:: EXERCISE INPUT ::
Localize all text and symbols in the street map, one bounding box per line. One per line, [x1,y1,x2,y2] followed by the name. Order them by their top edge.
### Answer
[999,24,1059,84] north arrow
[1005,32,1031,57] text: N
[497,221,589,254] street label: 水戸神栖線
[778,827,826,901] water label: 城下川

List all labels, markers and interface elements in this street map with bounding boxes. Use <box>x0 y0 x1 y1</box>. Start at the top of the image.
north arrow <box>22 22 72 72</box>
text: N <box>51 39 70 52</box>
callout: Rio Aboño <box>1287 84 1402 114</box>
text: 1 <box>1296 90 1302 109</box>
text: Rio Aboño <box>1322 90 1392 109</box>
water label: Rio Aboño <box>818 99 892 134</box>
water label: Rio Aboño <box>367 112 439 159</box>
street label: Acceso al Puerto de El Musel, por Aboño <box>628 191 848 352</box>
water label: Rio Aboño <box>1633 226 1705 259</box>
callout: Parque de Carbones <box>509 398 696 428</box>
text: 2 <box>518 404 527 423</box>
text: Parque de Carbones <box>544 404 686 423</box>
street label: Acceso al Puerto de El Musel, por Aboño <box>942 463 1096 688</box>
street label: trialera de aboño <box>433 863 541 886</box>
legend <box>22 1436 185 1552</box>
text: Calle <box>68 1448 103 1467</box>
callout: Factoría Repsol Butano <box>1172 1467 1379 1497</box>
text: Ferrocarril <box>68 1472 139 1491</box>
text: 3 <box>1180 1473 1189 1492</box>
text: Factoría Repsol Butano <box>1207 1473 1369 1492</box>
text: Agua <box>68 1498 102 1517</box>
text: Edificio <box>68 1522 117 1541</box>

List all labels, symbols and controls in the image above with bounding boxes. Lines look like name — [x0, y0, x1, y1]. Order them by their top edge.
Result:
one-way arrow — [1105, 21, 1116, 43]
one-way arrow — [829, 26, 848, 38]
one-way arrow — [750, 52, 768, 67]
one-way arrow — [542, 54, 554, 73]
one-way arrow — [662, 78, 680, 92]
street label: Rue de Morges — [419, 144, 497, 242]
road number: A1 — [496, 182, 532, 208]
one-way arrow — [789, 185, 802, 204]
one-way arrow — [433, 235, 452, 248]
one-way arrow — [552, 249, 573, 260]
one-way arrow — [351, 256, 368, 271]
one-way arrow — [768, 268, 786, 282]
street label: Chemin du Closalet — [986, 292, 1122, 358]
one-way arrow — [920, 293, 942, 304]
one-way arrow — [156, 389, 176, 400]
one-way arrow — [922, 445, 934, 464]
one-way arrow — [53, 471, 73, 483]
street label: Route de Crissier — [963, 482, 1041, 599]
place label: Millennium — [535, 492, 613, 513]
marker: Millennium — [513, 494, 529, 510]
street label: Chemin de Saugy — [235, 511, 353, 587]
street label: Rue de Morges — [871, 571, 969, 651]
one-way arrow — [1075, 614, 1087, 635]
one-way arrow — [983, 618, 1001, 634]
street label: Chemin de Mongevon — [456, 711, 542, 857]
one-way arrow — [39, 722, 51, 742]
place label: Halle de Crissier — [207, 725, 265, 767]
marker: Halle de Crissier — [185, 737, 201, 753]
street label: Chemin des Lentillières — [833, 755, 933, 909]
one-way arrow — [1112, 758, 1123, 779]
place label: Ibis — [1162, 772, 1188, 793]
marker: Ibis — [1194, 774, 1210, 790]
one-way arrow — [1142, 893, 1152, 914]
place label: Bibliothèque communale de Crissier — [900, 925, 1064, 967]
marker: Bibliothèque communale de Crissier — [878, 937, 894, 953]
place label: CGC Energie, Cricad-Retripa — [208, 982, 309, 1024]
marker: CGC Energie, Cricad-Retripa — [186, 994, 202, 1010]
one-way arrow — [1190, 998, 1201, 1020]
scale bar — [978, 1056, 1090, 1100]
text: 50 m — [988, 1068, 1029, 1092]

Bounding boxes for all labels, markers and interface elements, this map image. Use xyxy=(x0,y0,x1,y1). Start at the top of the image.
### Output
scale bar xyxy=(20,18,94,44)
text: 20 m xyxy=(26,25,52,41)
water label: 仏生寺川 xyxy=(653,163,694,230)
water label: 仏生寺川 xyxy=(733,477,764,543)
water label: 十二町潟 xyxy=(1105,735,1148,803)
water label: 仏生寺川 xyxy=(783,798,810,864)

:: WORK INSTRUCTIONS ::
Where the word "them" is present in a line of the listing, copy that line.

:: RESULT ::
Localize all text and symbols in the street map, one bounding box per line. One per line, [x1,y1,x2,y2] followed by the name. Order them by their top edge.
List all labels, symbols and controls in the image above with bounding boxes. Lines look like name — [x0, y0, x1, y1]. Order them by their top edge.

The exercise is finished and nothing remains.